In February 2018, NASCAR switched from restrictor plates to the more precise and consistent “tapered spacers,” which have the same effect and the same “safety” rationale. The 2018 NASCAR “Cup Series” champion, Joey Logano, was clear about the likely outcome: “I totally expect to crash more cars,” the Associated Press quoted him saying. “As cars are closer and drivers are more aggressive, a mistake will create a bigger crash. We can’t get away from it.”

Of course, Tullock would ask, “And then what?” NASCAR is not stupid; it may not be an accident (sorry) that there are more crashes with the same level of driver safety. That may very well be the point: NASCAR fans come for the racin’, but they stay for the wreckin’. Using a “safety” rationale—particularly one that really does reduce injuries slightly—as a means of increasing the number of wrecks makes a lot of economic sense. If the authorities really wanted to prevent accidents, NASCAR would put big daggers in steering columns, not little tapered spacers in carburetors.

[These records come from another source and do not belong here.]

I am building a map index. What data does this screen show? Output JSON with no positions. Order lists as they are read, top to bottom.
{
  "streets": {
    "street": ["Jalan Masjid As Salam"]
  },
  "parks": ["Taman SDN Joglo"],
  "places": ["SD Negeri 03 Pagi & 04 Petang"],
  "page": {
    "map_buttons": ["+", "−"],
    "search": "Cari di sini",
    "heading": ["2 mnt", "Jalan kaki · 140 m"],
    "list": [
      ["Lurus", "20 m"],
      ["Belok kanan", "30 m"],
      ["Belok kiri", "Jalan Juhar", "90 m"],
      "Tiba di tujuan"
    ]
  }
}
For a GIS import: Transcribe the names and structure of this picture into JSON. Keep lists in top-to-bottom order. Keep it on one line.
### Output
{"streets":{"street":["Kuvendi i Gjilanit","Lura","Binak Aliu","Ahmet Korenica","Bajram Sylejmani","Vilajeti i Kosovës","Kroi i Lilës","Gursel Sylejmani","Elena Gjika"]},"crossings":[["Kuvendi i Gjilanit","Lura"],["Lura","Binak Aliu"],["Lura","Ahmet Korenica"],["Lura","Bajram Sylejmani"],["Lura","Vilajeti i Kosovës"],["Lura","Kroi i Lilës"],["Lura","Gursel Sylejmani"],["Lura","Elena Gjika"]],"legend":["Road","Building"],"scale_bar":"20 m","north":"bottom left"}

Corruption may or may not be illegal, but it’s always a bad thing. Isn’t it?

Some think of corruption—the misuse of public trust in the powers of political office for private gain—as comparing (a) the honest services and choices of a public official with (b) actions “corrupted” by considerations that are not legitimate. Harvard law professor Lawrence Lessig has claimed that a decision is corrupt if the official is improperly, even if only subtly, influenced by the anticipation of some sort of economic gain or loss. Fordham University law professor Zephyr Teachout has claimed that if a public official acts in consideration of a private benefit outside of the standard compensation for his or her office, the action is automatically corrupt.

Suppose, though, you are an entrepreneur in a developing nation and you have a good idea for a new company. It normally takes six months to have a telephone or internet line set up, because the state monopoly utility company is notoriously inefficient. But if you pay lagay (“speed money” in Tagalog), or if you khilana para (“feed him” in Hindi), a happily willing, competent work crew will be there tomorrow. Who will actually cough up the cash? Whoever values the service most. Which means that the most economically productive firms and the best new ideas will get to jump the queue.

In a system with bad rules or limited state capacity, tacit endorsement of corruption improves the working of the system. The more inefficient the system, the greater the efficiency increase in the near term, as scarce resources are directed first to higher-value uses.

But as Tullock asks, “And then what?” In this case, two things happen. First, because the scarcity of the resources is artificial and discretionary, the state actors who formally and informally control those resources will adjust access strategically so as to increase the quantity of “rents” (i.e., undeserved benefits) they receive. In my example, the phone company might announce a mandatory two-year waiting period, increasing the value of access to the “informal” workaround of bribes. Second, those with control over the resources and thus access to the rents will start competing—very likely by offering bribes of their own—to maintain their lucrative positions.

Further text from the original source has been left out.